• TASK OBJECTIVE: Will you quote precisely the lines that run from the top of the material below to the line containing "solid #fff;border-radius:50%;background:#1a73e8;box-shadow:0 0", both ends included?

>>>

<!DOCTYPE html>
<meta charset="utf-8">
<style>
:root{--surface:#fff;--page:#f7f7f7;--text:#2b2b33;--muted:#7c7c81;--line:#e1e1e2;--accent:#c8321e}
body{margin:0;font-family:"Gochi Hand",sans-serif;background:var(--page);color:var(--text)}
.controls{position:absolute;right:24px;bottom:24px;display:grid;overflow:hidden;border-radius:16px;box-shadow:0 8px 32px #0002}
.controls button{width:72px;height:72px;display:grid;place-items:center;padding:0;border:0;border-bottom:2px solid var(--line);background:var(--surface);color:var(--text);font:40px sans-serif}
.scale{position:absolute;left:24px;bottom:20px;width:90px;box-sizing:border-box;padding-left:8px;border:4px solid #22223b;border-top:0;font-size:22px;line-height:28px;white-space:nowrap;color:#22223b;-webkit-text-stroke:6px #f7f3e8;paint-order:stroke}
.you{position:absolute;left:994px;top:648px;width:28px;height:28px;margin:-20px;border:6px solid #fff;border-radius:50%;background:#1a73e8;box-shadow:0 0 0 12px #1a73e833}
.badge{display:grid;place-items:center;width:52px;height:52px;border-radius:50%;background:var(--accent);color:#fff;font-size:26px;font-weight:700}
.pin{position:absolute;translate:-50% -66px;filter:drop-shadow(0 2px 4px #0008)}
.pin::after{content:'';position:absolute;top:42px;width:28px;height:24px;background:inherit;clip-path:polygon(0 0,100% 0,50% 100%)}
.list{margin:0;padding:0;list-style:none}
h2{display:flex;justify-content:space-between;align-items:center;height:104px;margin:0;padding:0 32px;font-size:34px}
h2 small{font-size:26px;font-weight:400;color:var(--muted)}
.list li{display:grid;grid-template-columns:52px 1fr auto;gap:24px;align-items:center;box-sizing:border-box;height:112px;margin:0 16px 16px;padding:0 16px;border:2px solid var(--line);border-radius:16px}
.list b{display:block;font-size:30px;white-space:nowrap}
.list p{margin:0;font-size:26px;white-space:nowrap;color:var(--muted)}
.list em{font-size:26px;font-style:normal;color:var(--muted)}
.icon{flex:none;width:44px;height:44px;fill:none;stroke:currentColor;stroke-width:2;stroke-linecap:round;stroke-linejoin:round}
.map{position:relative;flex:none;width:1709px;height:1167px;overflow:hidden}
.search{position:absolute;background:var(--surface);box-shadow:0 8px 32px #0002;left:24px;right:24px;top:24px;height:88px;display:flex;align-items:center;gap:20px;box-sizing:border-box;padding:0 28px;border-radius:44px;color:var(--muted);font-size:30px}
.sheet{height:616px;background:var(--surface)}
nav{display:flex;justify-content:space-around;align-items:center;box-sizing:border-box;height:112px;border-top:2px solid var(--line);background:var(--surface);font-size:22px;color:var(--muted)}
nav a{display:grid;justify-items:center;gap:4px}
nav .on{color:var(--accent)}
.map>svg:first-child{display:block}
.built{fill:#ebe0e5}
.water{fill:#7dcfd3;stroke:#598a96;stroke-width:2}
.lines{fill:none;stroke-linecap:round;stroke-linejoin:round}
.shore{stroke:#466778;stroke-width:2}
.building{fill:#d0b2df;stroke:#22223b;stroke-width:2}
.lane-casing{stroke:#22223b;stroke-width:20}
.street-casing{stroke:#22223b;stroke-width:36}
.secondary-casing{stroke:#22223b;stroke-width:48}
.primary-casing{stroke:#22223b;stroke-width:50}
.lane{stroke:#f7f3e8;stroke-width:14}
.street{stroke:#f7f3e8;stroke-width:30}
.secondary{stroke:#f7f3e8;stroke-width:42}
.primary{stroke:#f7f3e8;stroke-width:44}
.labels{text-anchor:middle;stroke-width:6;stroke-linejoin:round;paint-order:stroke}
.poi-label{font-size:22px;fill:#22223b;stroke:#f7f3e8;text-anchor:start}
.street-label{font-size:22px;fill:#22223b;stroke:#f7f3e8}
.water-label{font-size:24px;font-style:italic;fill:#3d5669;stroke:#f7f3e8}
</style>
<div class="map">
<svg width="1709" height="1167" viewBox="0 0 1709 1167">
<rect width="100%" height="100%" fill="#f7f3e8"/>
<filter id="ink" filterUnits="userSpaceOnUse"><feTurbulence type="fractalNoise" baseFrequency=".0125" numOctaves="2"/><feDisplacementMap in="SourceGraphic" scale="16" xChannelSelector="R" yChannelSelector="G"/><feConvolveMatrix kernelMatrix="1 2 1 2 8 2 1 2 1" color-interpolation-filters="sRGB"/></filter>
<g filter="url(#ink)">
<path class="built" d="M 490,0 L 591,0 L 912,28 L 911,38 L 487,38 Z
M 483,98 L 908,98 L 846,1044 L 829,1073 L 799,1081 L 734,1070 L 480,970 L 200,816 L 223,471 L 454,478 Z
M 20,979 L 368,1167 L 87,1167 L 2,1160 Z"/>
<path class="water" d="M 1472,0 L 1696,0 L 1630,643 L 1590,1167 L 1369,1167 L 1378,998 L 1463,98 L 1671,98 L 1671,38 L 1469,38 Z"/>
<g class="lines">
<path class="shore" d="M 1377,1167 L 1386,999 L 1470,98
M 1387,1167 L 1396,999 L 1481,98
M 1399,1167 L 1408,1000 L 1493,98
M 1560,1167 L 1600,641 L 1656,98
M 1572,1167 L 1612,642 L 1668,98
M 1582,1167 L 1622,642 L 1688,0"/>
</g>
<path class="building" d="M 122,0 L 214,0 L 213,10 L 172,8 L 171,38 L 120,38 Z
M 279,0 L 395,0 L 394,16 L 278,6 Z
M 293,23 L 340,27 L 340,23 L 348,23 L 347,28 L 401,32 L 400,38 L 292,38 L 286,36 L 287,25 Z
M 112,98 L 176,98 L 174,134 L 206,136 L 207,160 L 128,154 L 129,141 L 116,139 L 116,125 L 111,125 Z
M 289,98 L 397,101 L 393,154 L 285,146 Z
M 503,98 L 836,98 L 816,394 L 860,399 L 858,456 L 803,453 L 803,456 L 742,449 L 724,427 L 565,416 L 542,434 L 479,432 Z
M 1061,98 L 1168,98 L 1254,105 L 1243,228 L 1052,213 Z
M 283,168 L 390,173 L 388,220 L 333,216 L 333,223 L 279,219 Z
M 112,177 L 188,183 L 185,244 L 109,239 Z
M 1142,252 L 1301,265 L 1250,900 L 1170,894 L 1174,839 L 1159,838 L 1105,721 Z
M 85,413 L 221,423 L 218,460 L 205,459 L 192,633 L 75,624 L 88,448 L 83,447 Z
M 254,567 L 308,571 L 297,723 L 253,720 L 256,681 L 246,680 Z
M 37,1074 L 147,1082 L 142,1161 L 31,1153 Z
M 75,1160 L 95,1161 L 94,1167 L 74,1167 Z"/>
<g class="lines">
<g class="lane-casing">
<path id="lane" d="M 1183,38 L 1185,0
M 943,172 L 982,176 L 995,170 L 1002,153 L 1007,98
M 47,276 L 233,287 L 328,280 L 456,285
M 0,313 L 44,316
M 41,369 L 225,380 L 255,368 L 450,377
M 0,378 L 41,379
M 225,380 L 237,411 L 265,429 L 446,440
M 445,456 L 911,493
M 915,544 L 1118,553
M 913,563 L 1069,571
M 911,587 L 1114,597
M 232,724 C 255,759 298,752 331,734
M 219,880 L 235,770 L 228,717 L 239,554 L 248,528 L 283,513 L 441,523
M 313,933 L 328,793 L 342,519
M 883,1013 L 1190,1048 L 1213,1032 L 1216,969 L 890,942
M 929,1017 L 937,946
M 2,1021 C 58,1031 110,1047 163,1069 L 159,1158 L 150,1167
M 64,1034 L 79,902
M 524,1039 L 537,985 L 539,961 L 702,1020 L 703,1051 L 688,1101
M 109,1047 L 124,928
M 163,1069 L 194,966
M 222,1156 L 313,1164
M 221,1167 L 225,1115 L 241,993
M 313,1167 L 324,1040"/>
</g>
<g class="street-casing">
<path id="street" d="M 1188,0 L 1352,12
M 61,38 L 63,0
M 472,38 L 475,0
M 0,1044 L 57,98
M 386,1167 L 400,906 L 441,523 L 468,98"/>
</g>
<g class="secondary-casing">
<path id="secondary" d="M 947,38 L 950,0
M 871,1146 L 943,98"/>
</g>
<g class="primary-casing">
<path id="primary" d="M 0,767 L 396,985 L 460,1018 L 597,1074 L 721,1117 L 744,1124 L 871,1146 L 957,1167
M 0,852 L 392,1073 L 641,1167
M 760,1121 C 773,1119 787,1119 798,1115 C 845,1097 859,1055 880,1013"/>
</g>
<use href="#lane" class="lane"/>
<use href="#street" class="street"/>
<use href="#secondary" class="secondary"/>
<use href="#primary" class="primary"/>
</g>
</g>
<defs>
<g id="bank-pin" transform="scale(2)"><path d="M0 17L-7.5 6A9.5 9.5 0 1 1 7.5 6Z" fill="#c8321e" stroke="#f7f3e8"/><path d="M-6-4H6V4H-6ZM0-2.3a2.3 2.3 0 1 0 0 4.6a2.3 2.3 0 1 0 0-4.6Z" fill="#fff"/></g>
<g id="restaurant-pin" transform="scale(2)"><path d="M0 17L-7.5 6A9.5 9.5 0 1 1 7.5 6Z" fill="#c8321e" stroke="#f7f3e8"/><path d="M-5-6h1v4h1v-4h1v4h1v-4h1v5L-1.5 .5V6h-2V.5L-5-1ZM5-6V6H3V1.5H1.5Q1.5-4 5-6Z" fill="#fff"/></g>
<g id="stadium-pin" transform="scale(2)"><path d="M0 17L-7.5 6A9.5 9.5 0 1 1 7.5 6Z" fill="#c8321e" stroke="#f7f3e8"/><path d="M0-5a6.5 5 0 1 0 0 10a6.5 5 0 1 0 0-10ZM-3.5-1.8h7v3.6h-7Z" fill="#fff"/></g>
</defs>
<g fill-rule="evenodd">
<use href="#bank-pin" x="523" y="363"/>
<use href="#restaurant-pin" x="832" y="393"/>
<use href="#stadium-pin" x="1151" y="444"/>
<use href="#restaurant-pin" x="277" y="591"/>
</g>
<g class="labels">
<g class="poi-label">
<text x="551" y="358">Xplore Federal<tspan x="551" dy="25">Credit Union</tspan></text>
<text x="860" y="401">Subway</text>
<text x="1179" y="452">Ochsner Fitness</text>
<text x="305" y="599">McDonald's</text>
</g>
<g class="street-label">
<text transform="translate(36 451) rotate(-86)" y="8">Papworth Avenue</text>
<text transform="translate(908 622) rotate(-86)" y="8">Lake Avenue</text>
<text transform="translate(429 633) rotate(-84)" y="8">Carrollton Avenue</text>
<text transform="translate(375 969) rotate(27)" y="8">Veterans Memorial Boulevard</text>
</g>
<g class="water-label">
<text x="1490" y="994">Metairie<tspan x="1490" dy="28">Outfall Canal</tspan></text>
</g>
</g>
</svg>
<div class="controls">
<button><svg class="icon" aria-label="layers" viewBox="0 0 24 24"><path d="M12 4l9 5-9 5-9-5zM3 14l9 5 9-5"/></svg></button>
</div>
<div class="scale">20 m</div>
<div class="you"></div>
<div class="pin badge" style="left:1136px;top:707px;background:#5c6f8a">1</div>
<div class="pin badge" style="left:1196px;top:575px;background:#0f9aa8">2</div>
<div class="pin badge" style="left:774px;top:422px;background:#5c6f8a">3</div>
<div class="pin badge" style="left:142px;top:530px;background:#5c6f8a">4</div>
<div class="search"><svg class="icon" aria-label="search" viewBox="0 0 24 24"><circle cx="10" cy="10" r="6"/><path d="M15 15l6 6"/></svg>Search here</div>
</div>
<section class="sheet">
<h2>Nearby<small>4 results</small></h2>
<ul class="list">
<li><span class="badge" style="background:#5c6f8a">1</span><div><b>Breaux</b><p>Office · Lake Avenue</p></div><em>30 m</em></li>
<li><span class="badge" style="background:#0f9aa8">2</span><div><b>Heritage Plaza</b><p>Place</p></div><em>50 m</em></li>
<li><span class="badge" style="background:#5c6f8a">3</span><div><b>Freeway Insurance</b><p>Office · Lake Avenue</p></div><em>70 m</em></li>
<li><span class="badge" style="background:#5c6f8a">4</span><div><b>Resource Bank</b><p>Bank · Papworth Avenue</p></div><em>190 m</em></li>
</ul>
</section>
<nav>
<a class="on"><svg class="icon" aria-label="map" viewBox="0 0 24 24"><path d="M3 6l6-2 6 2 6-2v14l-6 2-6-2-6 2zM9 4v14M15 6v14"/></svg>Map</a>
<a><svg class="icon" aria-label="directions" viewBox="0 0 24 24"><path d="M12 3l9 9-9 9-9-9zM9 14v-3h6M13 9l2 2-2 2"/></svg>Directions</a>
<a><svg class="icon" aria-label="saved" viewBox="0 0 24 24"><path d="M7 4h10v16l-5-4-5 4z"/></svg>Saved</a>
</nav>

<<<

• THE ANSWER:
<!DOCTYPE html>
<meta charset="utf-8">
<style>
:root{--surface:#fff;--page:#f7f7f7;--text:#2b2b33;--muted:#7c7c81;--line:#e1e1e2;--accent:#c8321e}
body{margin:0;font-family:"Gochi Hand",sans-serif;background:var(--page);color:var(--text)}
.controls{position:absolute;right:24px;bottom:24px;display:grid;overflow:hidden;border-radius:16px;box-shadow:0 8px 32px #0002}
.controls button{width:72px;height:72px;display:grid;place-items:center;padding:0;border:0;border-bottom:2px solid var(--line);background:var(--surface);color:var(--text);font:40px sans-serif}
.scale{position:absolute;left:24px;bottom:20px;width:90px;box-sizing:border-box;padding-left:8px;border:4px solid #22223b;border-top:0;font-size:22px;line-height:28px;white-space:nowrap;color:#22223b;-webkit-text-stroke:6px #f7f3e8;paint-order:stroke}
.you{position:absolute;left:994px;top:648px;width:28px;height:28px;margin:-20px;border:6px solid #fff;border-radius:50%;background:#1a73e8;box-shadow:0 0 0 12px #1a73e833}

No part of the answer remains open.